Task to complete - From the records below, copy every line that contains the word "list".
··· Information supplied
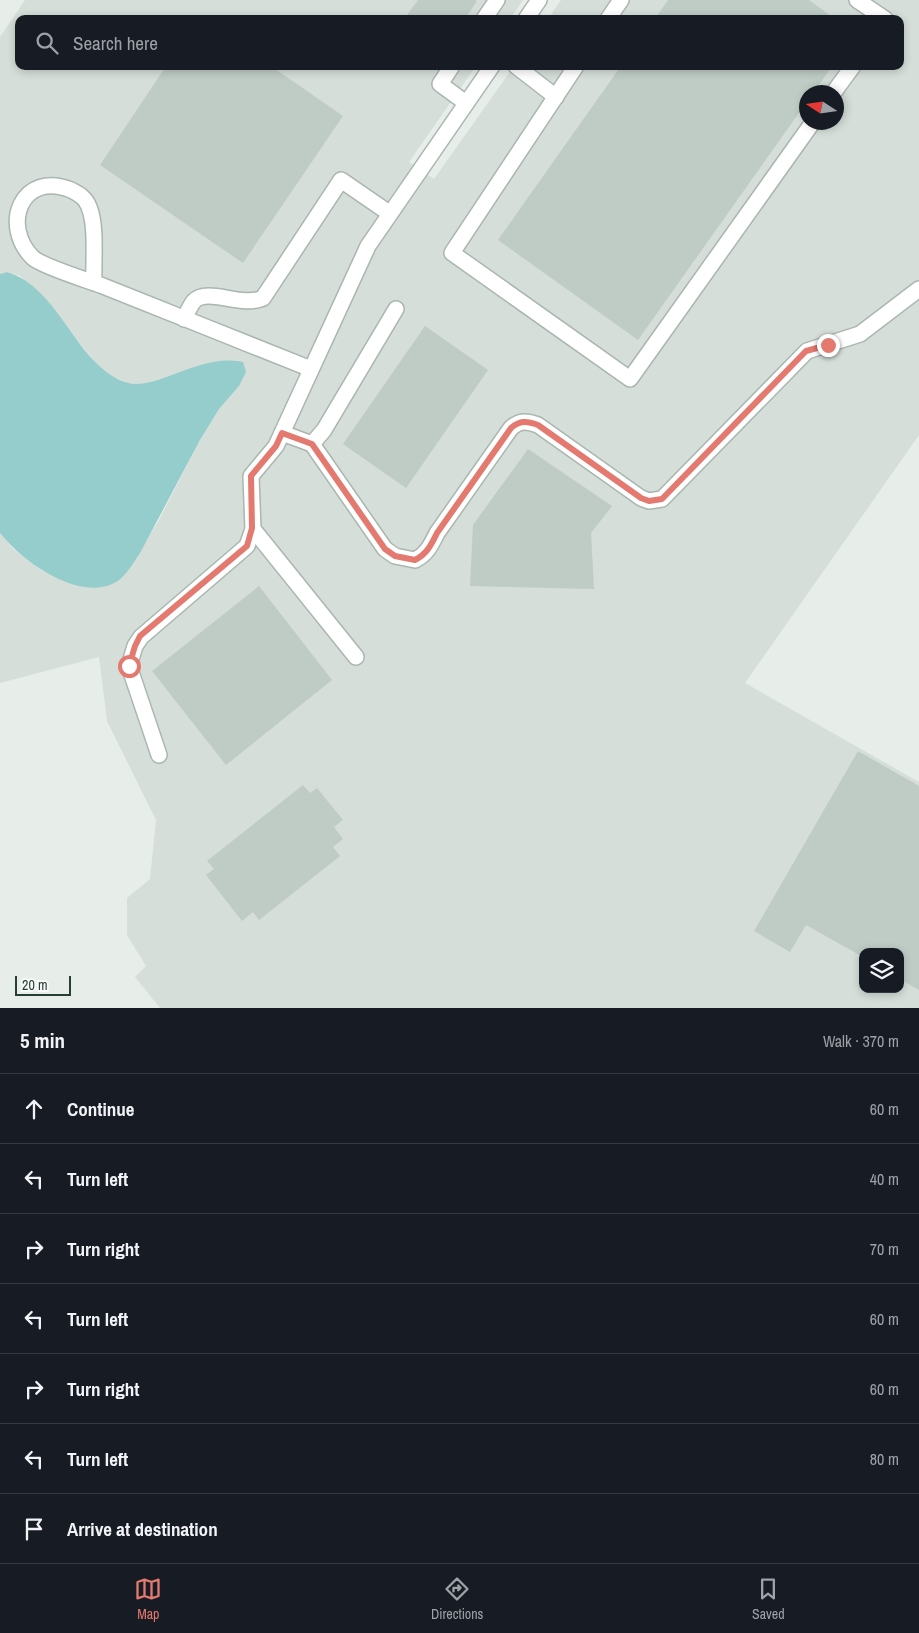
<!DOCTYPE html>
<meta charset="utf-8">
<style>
body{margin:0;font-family:"Archivo Narrow",sans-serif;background:#242831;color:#f1f3f6}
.controls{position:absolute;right:15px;bottom:15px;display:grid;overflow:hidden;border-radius:10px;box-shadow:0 2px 8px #0003}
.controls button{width:45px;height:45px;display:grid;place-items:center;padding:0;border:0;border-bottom:1px solid #363941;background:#171b24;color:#f1f3f6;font:25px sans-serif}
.compass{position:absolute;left:799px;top:85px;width:45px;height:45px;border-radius:50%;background:#171b24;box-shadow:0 2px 8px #0003;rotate:282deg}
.scale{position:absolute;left:15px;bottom:12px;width:56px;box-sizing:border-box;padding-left:5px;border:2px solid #273f35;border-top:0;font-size:14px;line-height:18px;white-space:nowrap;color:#273f35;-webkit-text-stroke:4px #f7faf8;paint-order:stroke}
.stop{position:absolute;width:15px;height:15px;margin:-11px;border:4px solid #e4796f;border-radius:50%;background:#fff}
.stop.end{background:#e4796f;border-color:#fff;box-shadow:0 1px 5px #0008}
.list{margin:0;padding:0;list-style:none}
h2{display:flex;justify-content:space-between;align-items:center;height:65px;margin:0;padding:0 20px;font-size:21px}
h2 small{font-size:16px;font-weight:400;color:#9ea1a6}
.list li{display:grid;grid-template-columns:32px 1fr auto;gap:15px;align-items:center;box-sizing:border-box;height:70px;padding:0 20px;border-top:1px solid #363941}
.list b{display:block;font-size:19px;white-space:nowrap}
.list em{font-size:16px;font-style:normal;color:#9ea1a6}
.icon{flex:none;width:28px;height:28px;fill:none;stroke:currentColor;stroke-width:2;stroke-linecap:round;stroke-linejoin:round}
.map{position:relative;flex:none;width:919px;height:1008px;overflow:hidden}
.search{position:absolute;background:#171b24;box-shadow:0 2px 8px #0003;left:15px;right:15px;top:15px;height:55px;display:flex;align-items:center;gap:12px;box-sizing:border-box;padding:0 18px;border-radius:10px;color:#9ea1a6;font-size:19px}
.sheet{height:555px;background:#171b24}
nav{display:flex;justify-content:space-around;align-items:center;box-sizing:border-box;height:70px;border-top:1px solid #363941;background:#171b24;font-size:14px;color:#9ea1a6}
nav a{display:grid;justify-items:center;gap:2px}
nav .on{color:#e4796f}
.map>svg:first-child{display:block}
.built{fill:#d5ded8;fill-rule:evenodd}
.water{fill:#95cccc}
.building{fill:#bfcbc5}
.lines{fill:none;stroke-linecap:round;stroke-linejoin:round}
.minor-casing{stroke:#aab6b0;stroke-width:18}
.minor{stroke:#fff;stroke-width:15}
.route{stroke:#e4796f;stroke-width:6}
</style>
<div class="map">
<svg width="919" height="1008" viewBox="0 0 919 1008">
<rect width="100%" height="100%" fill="#e7eeea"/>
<path class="built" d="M 25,0 L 523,0 L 510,19 L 19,19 L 19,66 L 476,66 L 409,162 L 434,179 L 514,66 L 900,66 L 900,19 L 548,19 L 561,0 L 919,0 L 919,435 L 745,683 L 919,782 L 919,1008 L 160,1008 L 135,977 L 146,966 L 127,935 L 127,898 L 150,879 L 156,820 L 107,721 L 99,657 L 0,683 L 0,533 L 13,549 L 43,571 L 73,584 L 128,570 L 159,520 L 200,440 L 219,409 L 239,386 L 160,379 L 142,385 L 128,383 L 114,377 L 100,368 L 41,296 L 20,276 L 7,272 L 0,274 L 0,37 ZM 806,92 L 836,92 L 836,122 L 806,122 ZM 863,952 L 900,952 L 900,989 L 863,989 Z"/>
<path class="water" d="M 7,272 C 60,288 75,364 125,382 C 155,393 199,352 243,362 L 246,372 L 239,386 L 219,409 L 200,440 L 140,553 C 133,563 124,580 112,584 C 75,600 21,560 0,533 L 0,274 Z"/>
<g class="building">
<polygon points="418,0 475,0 477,1 465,19 412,19 407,15"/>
<polygon points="668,0 809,0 835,19 655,19"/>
<polygon points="166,66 271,66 343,116 243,263 100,165"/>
<polygon points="621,66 832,66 814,92 806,92 806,103 638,340 498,240"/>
<polygon points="425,326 488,370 406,488 343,444"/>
<polygon points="528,449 612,506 591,533 594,589 470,586 473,525"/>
<polygon points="259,586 332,680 226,765 152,671"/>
<polygon points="858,751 919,786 919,990 900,979 900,952 863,952 863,957 806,925 790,952 754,931"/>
<polygon points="303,785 310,793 317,788 343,820 334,827 343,839 333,847 340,856 259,920 253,912 242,921 206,875 214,869 207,861"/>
</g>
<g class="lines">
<defs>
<g id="minor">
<polyline points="857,0 885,19"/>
<polyline points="484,19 497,0"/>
<polyline points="526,19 539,0"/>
<polyline points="608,19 621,0"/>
<polyline points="452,66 440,84 466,103"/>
<polyline points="516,66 556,97"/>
<polyline points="576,66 452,253 630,379 813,122"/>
<polyline points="834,92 853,66"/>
<path d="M 94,283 C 93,262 97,226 89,207 C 86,198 79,194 71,190 C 22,170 0,225 33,258 C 44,267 87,280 103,286 C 172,314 242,341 311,369"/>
<path d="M 184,319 C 187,313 190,306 194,301 C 208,287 242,308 263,298 L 341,180 L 389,213"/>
<path d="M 282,433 L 312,444 L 385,549 L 395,556 L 415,560 C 427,554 431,545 437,533 L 511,428 C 520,420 527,421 538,425 L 641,498 L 649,501 L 662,499 L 807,351 L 860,334 L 919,289"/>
<polyline points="312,444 324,430 396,309"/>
<polyline points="356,657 253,529 251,476 276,446 368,246 492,66"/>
<polyline points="159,755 129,666 135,646 141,637 247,546 253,529"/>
</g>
</defs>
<use href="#minor" class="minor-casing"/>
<use href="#minor" class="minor"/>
</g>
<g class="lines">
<path class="route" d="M 129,666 L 135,646 L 140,636 L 247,546 L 252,528 L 251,476 L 276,446 L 282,433 L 312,444 L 385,549 L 395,556 L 415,560 C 427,554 431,545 437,533 L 511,428 C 520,420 527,421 538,425 L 641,498 L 649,501 L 662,499 L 806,351 L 828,345"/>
</g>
</svg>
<div class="controls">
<button><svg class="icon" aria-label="layers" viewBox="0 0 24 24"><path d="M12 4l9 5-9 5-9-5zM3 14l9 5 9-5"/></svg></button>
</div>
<svg class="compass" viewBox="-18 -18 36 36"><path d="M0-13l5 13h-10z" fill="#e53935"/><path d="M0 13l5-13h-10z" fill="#9ea1a6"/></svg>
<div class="scale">20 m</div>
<div class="stop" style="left:129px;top:666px"></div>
<div class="stop end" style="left:828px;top:345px"></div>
<div class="search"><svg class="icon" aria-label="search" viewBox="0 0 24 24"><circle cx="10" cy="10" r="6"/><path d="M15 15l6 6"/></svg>Search here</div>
</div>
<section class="sheet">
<h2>5 min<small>Walk · 370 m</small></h2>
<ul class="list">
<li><svg class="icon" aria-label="ahead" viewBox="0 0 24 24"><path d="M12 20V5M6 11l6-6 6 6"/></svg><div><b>Continue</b></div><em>60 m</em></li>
<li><svg class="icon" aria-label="left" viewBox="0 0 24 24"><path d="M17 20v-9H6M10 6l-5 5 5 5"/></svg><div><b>Turn left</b></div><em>40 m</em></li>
<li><svg class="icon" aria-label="right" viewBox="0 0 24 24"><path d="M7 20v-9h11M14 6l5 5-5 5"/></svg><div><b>Turn right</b></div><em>70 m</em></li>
<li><svg class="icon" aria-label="left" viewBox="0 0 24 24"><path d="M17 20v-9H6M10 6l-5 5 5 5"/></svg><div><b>Turn left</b></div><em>60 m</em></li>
<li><svg class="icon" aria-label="right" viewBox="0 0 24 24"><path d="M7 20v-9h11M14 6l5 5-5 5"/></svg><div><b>Turn right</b></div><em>60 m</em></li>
<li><svg class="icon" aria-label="left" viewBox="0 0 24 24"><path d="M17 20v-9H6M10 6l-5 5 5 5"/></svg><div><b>Turn left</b></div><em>80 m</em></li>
<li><svg class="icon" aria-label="arrive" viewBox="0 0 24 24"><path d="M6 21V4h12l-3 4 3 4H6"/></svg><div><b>Arrive at destination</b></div></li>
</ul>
</section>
<nav>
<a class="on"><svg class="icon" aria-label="map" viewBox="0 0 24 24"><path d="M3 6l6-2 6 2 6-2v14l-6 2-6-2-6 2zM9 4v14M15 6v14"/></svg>Map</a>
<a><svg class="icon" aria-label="directions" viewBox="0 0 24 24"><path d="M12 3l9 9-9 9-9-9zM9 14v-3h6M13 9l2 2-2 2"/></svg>Directions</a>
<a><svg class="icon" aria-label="saved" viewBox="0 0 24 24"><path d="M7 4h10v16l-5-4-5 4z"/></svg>Saved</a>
</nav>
······
Answer to the problem -
.list{margin:0;padding:0;list-style:none}
.list li{display:grid;grid-template-columns:32px 1fr auto;gap:15px;align-items:center;box-sizing:border-box;height:70px;padding:0 20px;border-top:1px solid #363941}
.list b{display:block;font-size:19px;white-space:nowrap}
.list em{font-size:16px;font-style:normal;color:#9ea1a6}
<ul class="list">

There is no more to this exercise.